No, I’m not returning to jihad in Iraq, that is the title of my Human Events column this week:
The United States is closing Camp Bucca, a prison camp in Iraq, releasing hundreds of prisoners into the general Iraqi population. The camp once held 26,000 inmates; now only 9,600 remain, and the camp will be closed this summer. Saad Nema, mother of one of the freed prisoners, asserted: “Most of the prisoners are innocent, just like my son. I cried today in happiness.”
But not everyone is weeping for joy. Not all those who have been released are innocent — among them was Mohammed Ali Mourad, formerly the late Iraqi Al-Qaeda leader Abu Musab Zarqawi’s driver. Fallujah’s deputy police chief, Col. Daoud Hammoud, says that “we have information that he and his cell are behind” a December bombing that killed fifteen people at a police station.
Nor is Mourad alone. According to the Washington Post, Col. Saad Abbas Mahmoud, police chief of the Iraqi town of Garma, estimates that 90% of the released prisoners have returned to the jihad, joining Sunni or Shi”ite insurgent groups. Hammoud is more sanguine, saying that only 60% of the freed prisoners in his area have returned to the front.
Still, neither estimate is positive. “These men weren’t planting flowers in a garden,” says Col. Mahmoud. “They weren’t strolling down the street. This problem is both big and dangerous. And regrettably, the Iraqi government and the authorities don’t know how big the problem has become.”
Neither do the Americans, apparently. The Post quotes an unnamed Iraqi official: “Al-Qaeda is preparing itself for the departure of the Americans. And they want to stage a revolution.” And they are doing this after the Americans unwittingly helped them lay the groundwork for their resurgence — right in the same reviled prison. For the jihadist appeal to their fellow Muslims is religious, and American authorities did nothing but encourage Islamic religious activity in Camp Bucca — which effectively meant that they were encouraging jihadist recruitment. A jihadist group calling itself the Awakening of Muslim Youth recently circulated a pamphlet in Garma appealing to Muslims: “Please return to your faith, and we will receive you in our hearts, with open hands. If you don’t, we will bring to you men who love death in the same way you love life.”
For this group, to “return” to the Islamic faith means to work to implement Islamic rule in Iraq — a political program as well as a religious one.
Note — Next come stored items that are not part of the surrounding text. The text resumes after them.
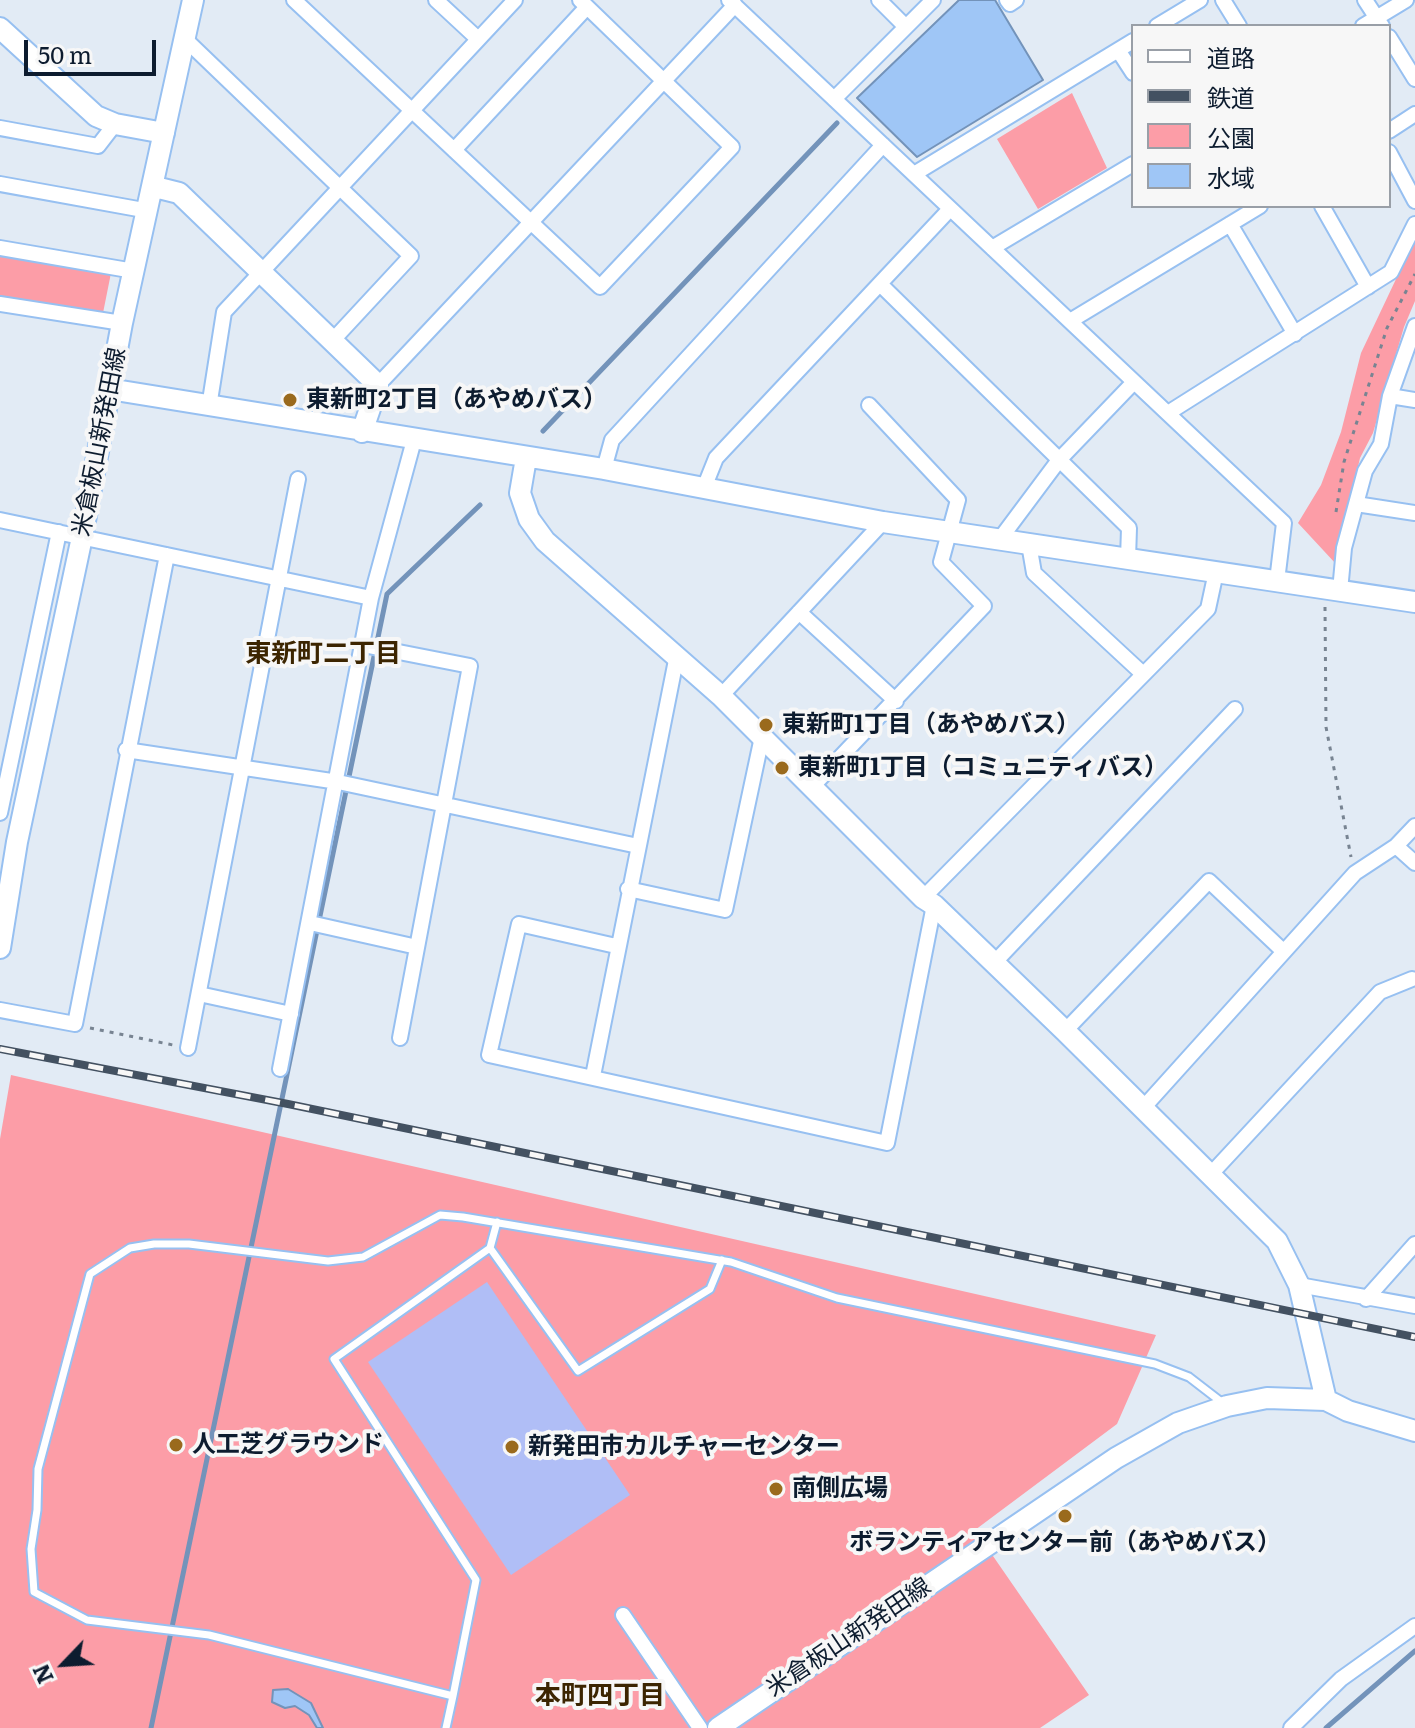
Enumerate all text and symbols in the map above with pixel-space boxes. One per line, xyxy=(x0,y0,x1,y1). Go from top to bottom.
scale bar xyxy=(28,24,160,74)
legend xyxy=(1131,24,1391,208)
text: 50 m xyxy=(38,36,92,71)
text: 道路 xyxy=(1207,39,1255,74)
text: 鉄道 xyxy=(1207,79,1255,114)
text: 公園 xyxy=(1207,119,1255,154)
text: 水域 xyxy=(1207,159,1255,194)
street label: 米倉板山新発田線 xyxy=(68,345,132,539)
place label: 東新町2丁目（あやめバス） xyxy=(306,386,607,414)
marker: 東新町2丁目（あやめバス） xyxy=(281,391,299,409)
district label: 東新町二丁目 xyxy=(245,638,401,670)
place label: 東新町1丁目（あやめバス） xyxy=(782,711,1080,739)
marker: 東新町1丁目（あやめバス） xyxy=(757,716,775,734)
place label: 東新町1丁目（コミュニティバス） xyxy=(798,754,1168,782)
marker: 東新町1丁目（コミュニティバス） xyxy=(773,759,791,777)
place label: 人工芝グラウンド xyxy=(192,1431,384,1459)
place label: 新発田市カルチャーセンター xyxy=(528,1433,840,1461)
marker: 人工芝グラウンド xyxy=(167,1436,185,1454)
marker: 新発田市カルチャーセンター xyxy=(503,1438,521,1456)
place label: 南側広場 xyxy=(792,1475,888,1503)
marker: 南側広場 xyxy=(767,1480,785,1498)
marker: ボランティアセンター前（あやめバス） xyxy=(1056,1507,1074,1525)
place label: ボランティアセンター前（あやめバス） xyxy=(849,1529,1281,1557)
street label: 米倉板山新発田線 xyxy=(761,1572,937,1704)
north arrow xyxy=(24,1624,104,1704)
text: N xyxy=(23,1659,61,1690)
district label: 本町四丁目 xyxy=(535,1680,665,1712)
Yet the prison allowed the teaching of Islam, and hence of jihad: U.S. officials allowed supporters of the anti-American Shi”ite leader Moqtada al-Sadr to take charge of sections of the prison; a Sadrist Islamic cleric, Kadhim Saadi, taught classes to inmates in the Qur’an, Arabic, and Islamic law. Saadi says he recruited as many as eighty men for the jihad while in Camp Bucca, and crows: “By God’s grace, we opened our institute in an American prison.”
In March 2003, just as American troops were beginning to enter Saddam Hussein’s Iraq, I wrote in Insight magazine that “there is no reason to think that any secular democracy established in an Islamic country will escape pressure from Muslims who want to restore Shariah. None has so far.” And now, six years later, Iraq’s government is under precisely that pressure from both Sunni and Shi”ite Islamic groups who are just waiting for Obama to make good on his promise to end America’s ill-fated endeavor at nation-building in Iraq so that they can go all-out once again to impose their will by force of arms upon the country as a whole. Just as the prisoners of Camp Bucca are returning to the jihad, so eventually will the country as a whole, despite our best efforts to create a pluralistic parliamentary society including all of Iraq’s disparate and warring factions.
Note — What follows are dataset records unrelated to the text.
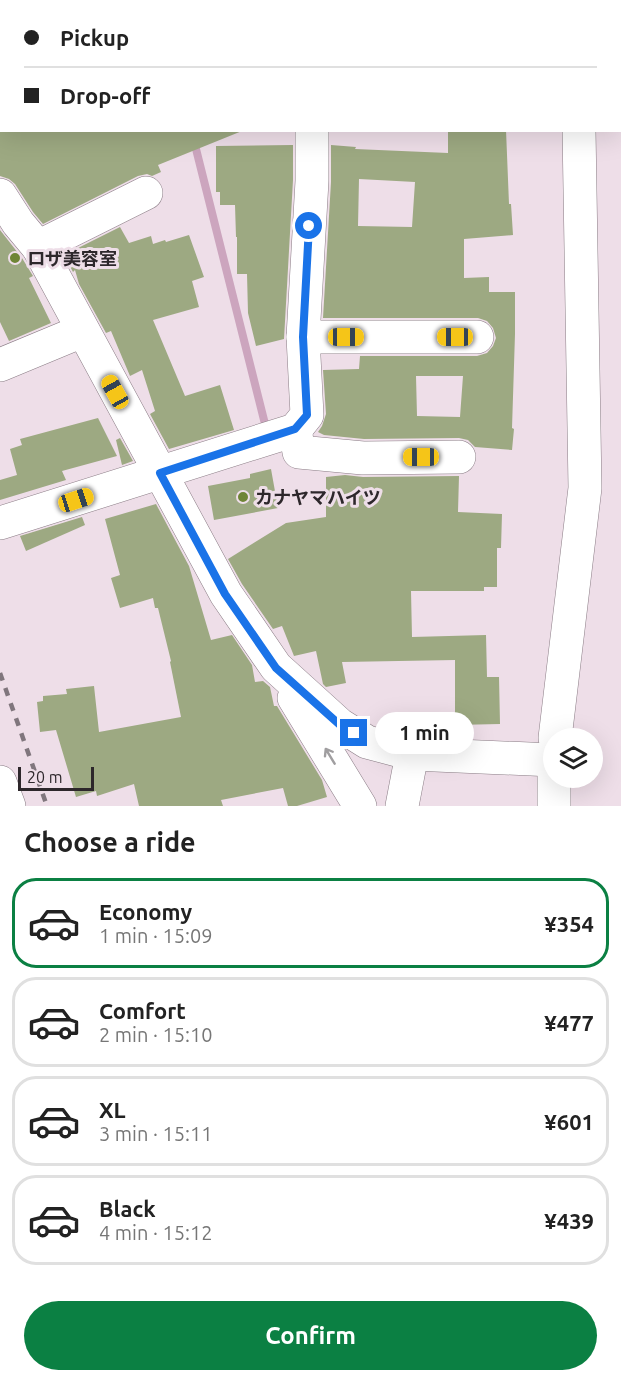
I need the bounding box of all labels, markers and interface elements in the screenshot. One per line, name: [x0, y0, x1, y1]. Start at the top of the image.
text: Pickup: [60, 25, 129, 50]
text: Drop-off: [60, 83, 150, 108]
route start: [295, 212, 322, 239]
place label: ロザ美容室: [27, 248, 117, 268]
marker: ロザ美容室: [8, 251, 22, 265]
car: [328, 328, 364, 346]
car: [437, 328, 473, 346]
car: [98, 372, 132, 412]
car: [403, 448, 439, 466]
car: [56, 486, 96, 514]
place label: カナヤマハイツ: [255, 487, 381, 507]
marker: カナヤマハイツ: [236, 490, 250, 504]
callout: 1 min: [375, 712, 474, 754]
route end: [340, 719, 367, 746]
text: 1 min: [399, 721, 450, 744]
map controls: [543, 728, 603, 788]
button: layers: [543, 728, 603, 788]
one-way arrow: [324, 748, 336, 765]
scale bar: [18, 764, 94, 792]
text: 20 m: [27, 768, 63, 786]
text: Choose a ride: [24, 827, 196, 857]
icon: car: [27, 896, 81, 950]
text: Economy: [99, 899, 192, 924]
text: ¥354: [544, 911, 594, 936]
text: 1 min · 15:09: [99, 924, 213, 947]
icon: car: [27, 995, 81, 1049]
text: Comfort: [99, 998, 186, 1023]
text: ¥477: [544, 1010, 594, 1035]
text: 2 min · 15:10: [99, 1023, 213, 1046]
icon: car: [27, 1094, 81, 1148]
text: XL: [99, 1097, 126, 1122]
text: ¥601: [544, 1109, 594, 1134]
text: 3 min · 15:11: [99, 1122, 213, 1145]
icon: car: [27, 1193, 81, 1247]
text: Black: [99, 1196, 156, 1221]
text: ¥439: [544, 1208, 594, 1233]
text: 4 min · 15:12: [99, 1221, 213, 1244]
button: Confirm: [24, 1301, 597, 1370]

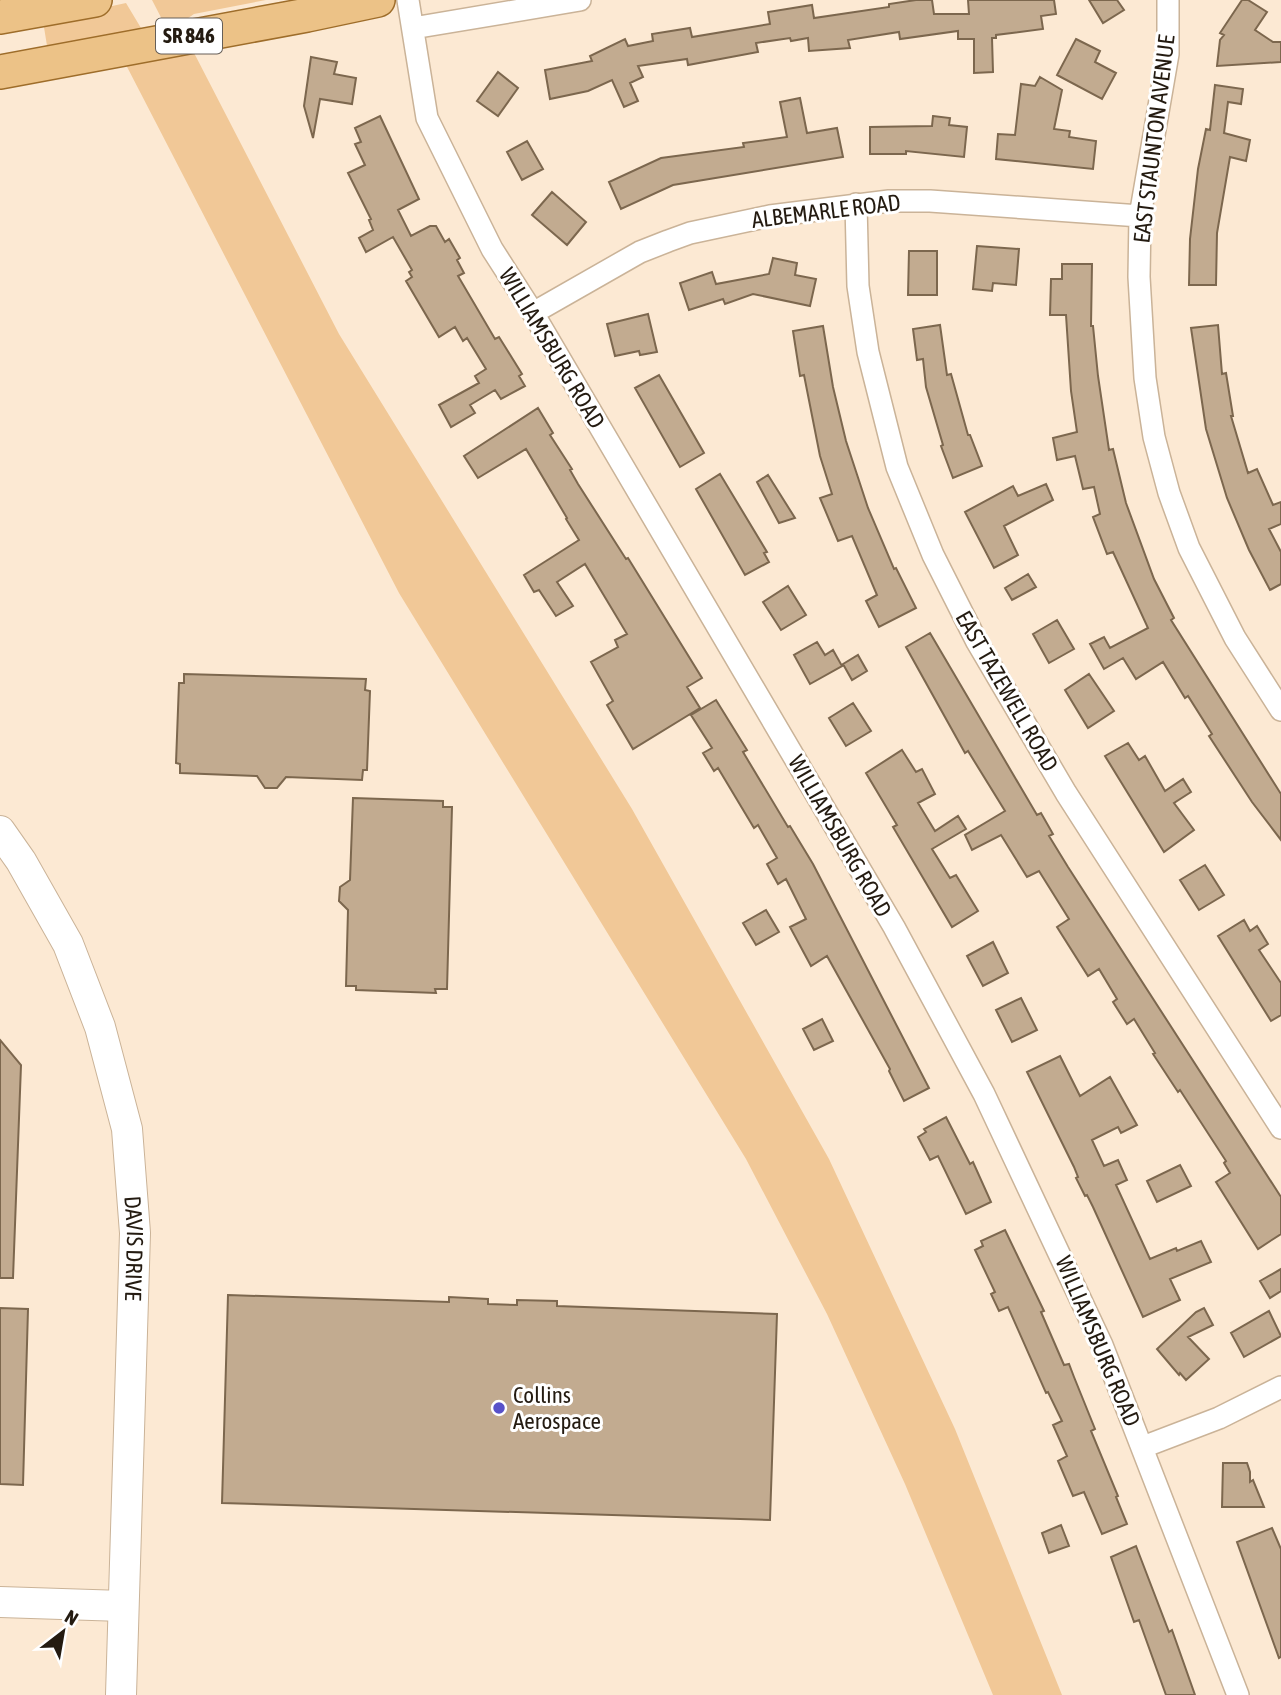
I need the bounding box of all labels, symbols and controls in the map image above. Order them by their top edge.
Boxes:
road number: SR 846 [156,19,222,54]
street label: EAST STAUNTON AVENUE [1128,33,1180,245]
street label: ALBEMARLE ROAD [750,189,902,233]
street label: WILLIAMSBURG ROAD [494,263,610,433]
street label: EAST TAZEWELL ROAD [951,606,1063,776]
street label: WILLIAMSBURG ROAD [783,750,897,922]
street label: DAVIS DRIVE [119,1195,148,1301]
street label: WILLIAMSBURG ROAD [1050,1252,1146,1430]
place label: Collins Aerospace [513,1382,601,1434]
marker: Collins Aerospace [491,1400,507,1416]
north arrow [28,1597,98,1667]
text: N [61,1605,82,1630]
And until American officials and other authorities worldwide dare to confront the Islamic theological and cultural beliefs and assumptions that made this relapse into infighting and infidel-fighting an inevitability, this pattern will recur everywhere. But in this age of Obama, nothing seems much less likely than the idea of American officials actually discussing openly and devising ways to confront the doctrines of jihad and Islamic supremacism that are fueling Iraq’s continued descent into renewed chaos.